Oswaldo de Camargo (Bragança Paulista, 24 de outubro de 1936) é um poeta, escritor, crítico e historiador da literatura brasileira.

Biografia[editar | editar código-fonte]

Filho de Martinha da Conceição e Cantiliano de Camargo, trabalhadores da lavoura de café, viveu parte da infância no campo. Após a morte dos pais, foi recolhido com seus irmãos Roberto e Jandira ao Preventório Imaculada Conceição. Movido por uma inclinação religiosa, tentou o ingresso em vários seminários, sendo recusado por ser negro. Por fim, foi admitido no Seminário Menor Nossa Senhora da Paz, em São José do Rio Preto, onde estudou música e humanidades e entrou em contato com a poesia parnasiana e a obra de Carlos Drummond de Andrade, passando a escrever poesia. Não prosseguiu na carreira religiosa, e então mudou-se para a capital paulista, onde trabalhou como organista da Igreja de Nossa Senhora do Rosário dos Homens Pretos e colaborou no suplemento literário do Correio Paulistano. Em 1959 assumiu a revisão no jornal O Estado de São Paulo e no mesmo ano publicou sua primeira obra, o volume de poesia Um homem tenta ser anjo.[1][2]

Fez amizade com importantes intelectuais da época, como Sérgio Milliet, Clóvis Moura e Florestan Fernandes, aprofundou seus estudos sobre o Modernismo e iniciou um envolvimento com o movimento negro, participando ativamente da Associação Cultural do Negro e colaborando com jornais da imprensa negra como o Novo Horizonte, Níger e O Ébano.[1]
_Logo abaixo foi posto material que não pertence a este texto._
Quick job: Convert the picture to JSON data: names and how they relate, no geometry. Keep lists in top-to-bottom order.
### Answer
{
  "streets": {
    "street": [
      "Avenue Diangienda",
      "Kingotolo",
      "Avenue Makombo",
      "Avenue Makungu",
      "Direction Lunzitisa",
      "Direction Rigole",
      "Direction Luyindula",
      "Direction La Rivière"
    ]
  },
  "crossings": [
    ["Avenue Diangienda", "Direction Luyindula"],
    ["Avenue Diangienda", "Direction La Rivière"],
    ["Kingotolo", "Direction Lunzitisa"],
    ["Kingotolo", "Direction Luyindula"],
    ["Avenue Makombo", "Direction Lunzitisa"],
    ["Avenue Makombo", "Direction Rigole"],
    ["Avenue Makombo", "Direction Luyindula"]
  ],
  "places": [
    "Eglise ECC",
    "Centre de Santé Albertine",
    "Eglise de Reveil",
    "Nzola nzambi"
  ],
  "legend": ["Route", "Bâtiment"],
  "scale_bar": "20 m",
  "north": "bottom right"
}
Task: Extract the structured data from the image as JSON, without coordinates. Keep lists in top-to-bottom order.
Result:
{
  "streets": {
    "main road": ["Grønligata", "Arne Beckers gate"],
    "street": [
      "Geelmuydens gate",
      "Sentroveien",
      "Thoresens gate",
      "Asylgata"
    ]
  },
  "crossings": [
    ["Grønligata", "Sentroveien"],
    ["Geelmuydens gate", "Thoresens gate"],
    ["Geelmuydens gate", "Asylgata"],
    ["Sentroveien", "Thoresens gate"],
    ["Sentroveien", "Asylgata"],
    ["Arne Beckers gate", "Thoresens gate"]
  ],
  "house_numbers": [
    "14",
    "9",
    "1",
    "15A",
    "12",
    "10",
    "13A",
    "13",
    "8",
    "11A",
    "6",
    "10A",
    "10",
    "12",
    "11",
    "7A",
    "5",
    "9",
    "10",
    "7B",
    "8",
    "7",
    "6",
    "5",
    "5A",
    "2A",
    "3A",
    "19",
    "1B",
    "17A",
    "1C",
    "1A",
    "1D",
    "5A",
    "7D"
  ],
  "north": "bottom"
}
Em 1972 publicou seu primeiro livro de contos, O carro do êxito, elogiado pelo crítico inglês David Brookshaw como o "primeiro exemplo de literatura baseada na vida urbana negra". Explorando o mesmo campo é a novela A descoberta do frio, publicada em 1979.[1] Em 1978 integrou a histórica edição do primeiro número dos Cadernos Negros e participou da fundação do grupo Quilombhoje, mas afastou-se por divergências ideológicas. Em 1986 organizou uma antologia de literatura negra, A razão da chama, continuada no ano seguinte com o ensaio crítico e histórico O negro escrito: apontamentos sobre a presença do negro na Literatura Brasileira, que permanece como uma importante referência em seu campo. Depois sucederam-se muitos outros títulos de crítica, história, ficção e poesia, perfazendo uma grande obra publicada.[1][2]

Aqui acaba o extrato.